→ **INPUT DATA**:
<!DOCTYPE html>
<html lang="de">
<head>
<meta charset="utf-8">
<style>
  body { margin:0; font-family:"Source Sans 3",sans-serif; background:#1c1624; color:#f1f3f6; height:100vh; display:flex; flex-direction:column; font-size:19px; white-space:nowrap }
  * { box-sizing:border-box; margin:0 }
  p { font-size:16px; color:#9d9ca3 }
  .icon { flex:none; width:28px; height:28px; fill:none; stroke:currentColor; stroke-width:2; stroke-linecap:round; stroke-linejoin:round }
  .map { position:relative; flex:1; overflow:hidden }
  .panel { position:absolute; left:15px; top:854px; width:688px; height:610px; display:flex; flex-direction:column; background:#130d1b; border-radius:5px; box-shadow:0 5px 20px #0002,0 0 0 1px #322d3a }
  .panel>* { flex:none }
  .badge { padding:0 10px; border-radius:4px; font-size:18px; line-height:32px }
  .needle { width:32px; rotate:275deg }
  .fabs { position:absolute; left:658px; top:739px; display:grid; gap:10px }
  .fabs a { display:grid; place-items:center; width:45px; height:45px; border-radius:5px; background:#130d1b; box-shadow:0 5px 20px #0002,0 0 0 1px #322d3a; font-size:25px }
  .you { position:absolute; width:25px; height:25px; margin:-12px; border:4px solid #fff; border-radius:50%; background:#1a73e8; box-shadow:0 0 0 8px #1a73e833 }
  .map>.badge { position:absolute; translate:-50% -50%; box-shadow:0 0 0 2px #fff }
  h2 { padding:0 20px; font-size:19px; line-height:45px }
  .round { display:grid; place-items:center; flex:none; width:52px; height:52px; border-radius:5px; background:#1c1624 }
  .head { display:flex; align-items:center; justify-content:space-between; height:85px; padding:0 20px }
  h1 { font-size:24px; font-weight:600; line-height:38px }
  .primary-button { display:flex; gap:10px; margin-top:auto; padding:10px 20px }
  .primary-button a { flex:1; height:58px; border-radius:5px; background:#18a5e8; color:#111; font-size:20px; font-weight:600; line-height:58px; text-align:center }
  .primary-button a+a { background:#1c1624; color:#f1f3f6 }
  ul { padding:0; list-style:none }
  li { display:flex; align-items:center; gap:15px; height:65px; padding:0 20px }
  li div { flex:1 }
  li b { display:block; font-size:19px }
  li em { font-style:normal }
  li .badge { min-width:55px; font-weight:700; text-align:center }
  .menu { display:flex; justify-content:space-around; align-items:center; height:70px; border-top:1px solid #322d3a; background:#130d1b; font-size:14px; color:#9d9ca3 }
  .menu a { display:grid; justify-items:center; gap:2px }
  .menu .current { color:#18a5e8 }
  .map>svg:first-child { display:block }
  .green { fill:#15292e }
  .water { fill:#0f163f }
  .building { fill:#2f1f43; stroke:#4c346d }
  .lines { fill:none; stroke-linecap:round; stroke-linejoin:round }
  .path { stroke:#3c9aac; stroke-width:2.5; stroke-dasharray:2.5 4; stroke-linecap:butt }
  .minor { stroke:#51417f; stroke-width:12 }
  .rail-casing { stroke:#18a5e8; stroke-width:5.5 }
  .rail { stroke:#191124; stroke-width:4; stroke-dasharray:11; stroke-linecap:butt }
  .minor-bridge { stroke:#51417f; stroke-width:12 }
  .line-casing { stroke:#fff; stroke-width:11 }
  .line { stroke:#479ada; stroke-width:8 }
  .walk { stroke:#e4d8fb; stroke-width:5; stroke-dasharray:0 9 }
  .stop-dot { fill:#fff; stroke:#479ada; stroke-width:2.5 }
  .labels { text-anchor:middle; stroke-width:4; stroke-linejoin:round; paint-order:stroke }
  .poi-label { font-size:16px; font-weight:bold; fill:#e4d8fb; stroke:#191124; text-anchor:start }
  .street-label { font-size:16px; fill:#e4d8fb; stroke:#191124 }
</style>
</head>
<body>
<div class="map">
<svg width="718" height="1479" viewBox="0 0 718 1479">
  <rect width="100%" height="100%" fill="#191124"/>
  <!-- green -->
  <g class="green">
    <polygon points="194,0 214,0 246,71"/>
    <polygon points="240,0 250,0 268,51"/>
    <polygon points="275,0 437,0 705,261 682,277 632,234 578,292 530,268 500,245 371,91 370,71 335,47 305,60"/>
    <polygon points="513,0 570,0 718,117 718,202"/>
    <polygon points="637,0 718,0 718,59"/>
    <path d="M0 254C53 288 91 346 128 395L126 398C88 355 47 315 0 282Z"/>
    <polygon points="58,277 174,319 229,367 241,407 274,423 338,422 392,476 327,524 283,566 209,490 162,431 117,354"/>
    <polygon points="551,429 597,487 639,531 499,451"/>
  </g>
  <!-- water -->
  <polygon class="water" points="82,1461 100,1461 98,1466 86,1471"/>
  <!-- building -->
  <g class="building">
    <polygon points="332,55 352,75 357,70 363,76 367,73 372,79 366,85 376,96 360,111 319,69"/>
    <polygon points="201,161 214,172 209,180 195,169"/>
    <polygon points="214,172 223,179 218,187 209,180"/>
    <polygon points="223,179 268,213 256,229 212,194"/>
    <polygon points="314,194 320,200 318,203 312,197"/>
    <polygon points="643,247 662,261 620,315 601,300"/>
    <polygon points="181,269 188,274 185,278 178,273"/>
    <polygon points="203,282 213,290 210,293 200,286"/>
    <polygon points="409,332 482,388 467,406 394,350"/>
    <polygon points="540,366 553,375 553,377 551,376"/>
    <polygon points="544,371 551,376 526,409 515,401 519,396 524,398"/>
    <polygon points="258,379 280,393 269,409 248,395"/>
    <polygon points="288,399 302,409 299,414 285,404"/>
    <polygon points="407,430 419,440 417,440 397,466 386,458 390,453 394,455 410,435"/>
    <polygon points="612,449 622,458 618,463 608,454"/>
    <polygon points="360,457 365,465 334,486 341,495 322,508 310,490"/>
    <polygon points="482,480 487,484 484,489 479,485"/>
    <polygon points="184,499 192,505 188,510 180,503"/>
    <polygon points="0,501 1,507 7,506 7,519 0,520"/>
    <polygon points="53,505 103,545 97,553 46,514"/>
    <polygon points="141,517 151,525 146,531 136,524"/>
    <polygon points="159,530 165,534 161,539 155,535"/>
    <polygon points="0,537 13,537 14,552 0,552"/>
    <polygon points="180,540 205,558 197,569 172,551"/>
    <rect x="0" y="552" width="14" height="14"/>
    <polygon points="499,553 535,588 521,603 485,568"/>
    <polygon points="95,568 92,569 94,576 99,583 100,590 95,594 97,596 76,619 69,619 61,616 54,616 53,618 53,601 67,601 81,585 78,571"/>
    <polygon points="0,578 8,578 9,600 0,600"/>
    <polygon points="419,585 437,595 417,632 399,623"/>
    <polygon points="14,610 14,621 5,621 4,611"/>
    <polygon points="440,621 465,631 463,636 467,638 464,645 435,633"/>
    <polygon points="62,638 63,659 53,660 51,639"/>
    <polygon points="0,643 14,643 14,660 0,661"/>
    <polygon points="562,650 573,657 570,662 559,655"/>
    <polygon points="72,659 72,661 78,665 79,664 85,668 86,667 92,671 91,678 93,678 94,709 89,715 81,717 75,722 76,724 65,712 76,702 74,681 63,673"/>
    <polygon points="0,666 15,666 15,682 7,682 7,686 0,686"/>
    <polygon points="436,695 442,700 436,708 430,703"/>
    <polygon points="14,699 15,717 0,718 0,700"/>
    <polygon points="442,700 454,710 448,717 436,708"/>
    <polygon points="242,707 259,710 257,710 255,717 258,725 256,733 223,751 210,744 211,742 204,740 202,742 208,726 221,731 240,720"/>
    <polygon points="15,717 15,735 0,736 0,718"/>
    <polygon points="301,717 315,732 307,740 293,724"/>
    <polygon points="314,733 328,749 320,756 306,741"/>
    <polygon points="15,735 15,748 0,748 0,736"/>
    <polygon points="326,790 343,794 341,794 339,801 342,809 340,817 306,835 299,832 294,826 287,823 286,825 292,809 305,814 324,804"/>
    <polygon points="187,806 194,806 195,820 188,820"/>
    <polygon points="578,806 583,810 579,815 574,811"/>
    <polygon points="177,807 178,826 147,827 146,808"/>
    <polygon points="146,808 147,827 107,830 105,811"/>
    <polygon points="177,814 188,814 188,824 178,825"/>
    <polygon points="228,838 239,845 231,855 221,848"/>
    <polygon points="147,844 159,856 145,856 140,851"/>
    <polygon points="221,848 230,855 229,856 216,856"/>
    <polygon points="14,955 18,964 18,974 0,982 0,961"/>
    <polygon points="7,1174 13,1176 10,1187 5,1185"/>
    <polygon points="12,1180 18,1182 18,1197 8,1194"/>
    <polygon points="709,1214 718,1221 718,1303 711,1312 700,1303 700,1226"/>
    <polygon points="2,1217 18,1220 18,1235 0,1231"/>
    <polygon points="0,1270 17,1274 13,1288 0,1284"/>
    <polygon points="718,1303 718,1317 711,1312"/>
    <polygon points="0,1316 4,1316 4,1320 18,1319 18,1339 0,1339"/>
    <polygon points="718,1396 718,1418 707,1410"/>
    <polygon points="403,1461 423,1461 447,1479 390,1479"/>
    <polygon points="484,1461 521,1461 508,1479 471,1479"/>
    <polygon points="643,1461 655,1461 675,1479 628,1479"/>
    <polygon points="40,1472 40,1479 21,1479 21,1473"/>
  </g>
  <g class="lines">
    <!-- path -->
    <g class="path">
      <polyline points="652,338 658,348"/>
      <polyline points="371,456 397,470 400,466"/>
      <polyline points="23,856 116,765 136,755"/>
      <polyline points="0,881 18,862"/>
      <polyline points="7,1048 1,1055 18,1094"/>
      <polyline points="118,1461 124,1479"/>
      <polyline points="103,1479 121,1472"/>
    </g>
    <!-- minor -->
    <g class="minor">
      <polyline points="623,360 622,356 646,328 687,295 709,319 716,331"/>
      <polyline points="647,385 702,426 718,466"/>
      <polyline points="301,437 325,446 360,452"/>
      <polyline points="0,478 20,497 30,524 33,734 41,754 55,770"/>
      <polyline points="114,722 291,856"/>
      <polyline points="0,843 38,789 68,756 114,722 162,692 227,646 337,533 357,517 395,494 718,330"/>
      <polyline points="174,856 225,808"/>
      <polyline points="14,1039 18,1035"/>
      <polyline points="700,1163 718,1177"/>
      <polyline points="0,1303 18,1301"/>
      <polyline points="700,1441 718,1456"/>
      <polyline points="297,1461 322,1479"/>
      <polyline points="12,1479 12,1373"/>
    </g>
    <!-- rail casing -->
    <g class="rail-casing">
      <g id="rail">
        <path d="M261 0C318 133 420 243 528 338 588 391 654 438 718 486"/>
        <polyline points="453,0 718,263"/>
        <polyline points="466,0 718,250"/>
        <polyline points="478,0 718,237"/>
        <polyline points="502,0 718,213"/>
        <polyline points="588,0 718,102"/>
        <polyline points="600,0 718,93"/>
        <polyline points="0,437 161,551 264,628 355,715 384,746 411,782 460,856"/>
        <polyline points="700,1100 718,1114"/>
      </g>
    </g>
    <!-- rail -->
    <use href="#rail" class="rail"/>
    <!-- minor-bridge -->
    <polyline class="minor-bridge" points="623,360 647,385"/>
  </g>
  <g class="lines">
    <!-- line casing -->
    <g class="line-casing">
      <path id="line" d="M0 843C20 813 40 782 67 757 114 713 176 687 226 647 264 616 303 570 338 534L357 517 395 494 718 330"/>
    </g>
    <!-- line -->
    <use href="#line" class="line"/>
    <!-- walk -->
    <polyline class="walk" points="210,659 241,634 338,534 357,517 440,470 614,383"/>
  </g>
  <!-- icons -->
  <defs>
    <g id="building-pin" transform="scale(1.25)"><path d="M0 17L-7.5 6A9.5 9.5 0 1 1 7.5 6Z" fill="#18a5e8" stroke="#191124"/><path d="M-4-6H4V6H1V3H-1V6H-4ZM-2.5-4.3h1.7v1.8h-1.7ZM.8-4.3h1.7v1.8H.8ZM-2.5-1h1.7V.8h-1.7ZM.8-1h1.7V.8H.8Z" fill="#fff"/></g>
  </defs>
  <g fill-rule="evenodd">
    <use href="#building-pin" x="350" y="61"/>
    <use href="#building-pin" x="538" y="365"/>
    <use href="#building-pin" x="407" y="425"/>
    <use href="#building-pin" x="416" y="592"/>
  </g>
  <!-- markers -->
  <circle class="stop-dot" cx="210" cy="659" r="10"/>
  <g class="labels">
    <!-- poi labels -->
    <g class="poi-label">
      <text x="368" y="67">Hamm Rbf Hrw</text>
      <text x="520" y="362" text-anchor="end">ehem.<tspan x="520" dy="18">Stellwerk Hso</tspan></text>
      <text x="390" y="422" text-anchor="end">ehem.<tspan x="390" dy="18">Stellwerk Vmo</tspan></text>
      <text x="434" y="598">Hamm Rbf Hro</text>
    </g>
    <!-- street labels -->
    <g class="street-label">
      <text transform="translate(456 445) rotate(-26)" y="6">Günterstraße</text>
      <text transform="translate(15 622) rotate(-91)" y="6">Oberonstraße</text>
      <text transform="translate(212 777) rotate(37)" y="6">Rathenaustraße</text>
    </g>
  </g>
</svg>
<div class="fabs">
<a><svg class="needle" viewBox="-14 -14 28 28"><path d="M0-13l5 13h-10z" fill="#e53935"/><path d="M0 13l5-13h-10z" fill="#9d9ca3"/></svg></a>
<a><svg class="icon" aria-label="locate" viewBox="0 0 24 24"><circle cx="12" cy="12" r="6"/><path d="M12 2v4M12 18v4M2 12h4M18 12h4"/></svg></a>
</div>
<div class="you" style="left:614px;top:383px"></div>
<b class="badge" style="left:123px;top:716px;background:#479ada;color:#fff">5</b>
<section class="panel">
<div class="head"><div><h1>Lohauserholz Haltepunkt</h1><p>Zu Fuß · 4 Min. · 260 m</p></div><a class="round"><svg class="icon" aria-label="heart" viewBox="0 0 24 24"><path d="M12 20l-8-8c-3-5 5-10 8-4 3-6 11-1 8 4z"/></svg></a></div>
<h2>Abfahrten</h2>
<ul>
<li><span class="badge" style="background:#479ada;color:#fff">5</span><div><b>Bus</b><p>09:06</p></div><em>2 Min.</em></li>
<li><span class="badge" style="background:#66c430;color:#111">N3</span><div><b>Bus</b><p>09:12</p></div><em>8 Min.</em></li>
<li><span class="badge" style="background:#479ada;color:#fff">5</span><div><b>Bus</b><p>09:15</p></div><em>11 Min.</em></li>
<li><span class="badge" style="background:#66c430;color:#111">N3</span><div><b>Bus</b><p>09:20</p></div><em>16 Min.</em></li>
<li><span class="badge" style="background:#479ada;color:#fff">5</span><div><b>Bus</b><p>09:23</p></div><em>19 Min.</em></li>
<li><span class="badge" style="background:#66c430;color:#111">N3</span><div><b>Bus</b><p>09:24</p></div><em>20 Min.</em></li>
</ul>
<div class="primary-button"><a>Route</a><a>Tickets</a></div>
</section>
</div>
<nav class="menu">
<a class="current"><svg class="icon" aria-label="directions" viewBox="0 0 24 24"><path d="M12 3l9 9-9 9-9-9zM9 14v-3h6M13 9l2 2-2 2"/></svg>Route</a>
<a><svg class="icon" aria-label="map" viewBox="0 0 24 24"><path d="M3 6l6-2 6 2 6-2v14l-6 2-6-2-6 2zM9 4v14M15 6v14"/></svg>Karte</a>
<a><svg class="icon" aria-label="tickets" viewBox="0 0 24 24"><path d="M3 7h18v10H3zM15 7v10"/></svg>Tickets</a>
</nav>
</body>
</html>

→ **THE PROBLEM**:
Precisely the lines between those holding "display:grid; place-items:center; width:45px;" and "stroke:#3c9aac; stroke-width:2.5; stroke-dasharray:2.5", inclusive, are to be reproduced from the listing above, with nothing added.

→ **WRITTEN SOLUTION**:
  .fabs a { display:grid; place-items:center; width:45px; height:45px; border-radius:5px; background:#130d1b; box-shadow:0 5px 20px #0002,0 0 0 1px #322d3a; font-size:25px }
  .you { position:absolute; width:25px; height:25px; margin:-12px; border:4px solid #fff; border-radius:50%; background:#1a73e8; box-shadow:0 0 0 8px #1a73e833 }
  .map>.badge { position:absolute; translate:-50% -50%; box-shadow:0 0 0 2px #fff }
  h2 { padding:0 20px; font-size:19px; line-height:45px }
  .round { display:grid; place-items:center; flex:none; width:52px; height:52px; border-radius:5px; background:#1c1624 }
  .head { display:flex; align-items:center; justify-content:space-between; height:85px; padding:0 20px }
  h1 { font-size:24px; font-weight:600; line-height:38px }
  .primary-button { display:flex; gap:10px; margin-top:auto; padding:10px 20px }
  .primary-button a { flex:1; height:58px; border-radius:5px; background:#18a5e8; color:#111; font-size:20px; font-weight:600; line-height:58px; text-align:center }
  .primary-button a+a { background:#1c1624; color:#f1f3f6 }
  ul { padding:0; list-style:none }
  li { display:flex; align-items:center; gap:15px; height:65px; padding:0 20px }
  li div { flex:1 }
  li b { display:block; font-size:19px }
  li em { font-style:normal }
  li .badge { min-width:55px; font-weight:700; text-align:center }
  .menu { display:flex; justify-content:space-around; align-items:center; height:70px; border-top:1px solid #322d3a; background:#130d1b; font-size:14px; color:#9d9ca3 }
  .menu a { display:grid; justify-items:center; gap:2px }
  .menu .current { color:#18a5e8 }
  .map>svg:first-child { display:block }
  .green { fill:#15292e }
  .water { fill:#0f163f }
  .building { fill:#2f1f43; stroke:#4c346d }
  .lines { fill:none; stroke-linecap:round; stroke-linejoin:round }
  .path { stroke:#3c9aac; stroke-width:2.5; stroke-dasharray:2.5 4; stroke-linecap:butt }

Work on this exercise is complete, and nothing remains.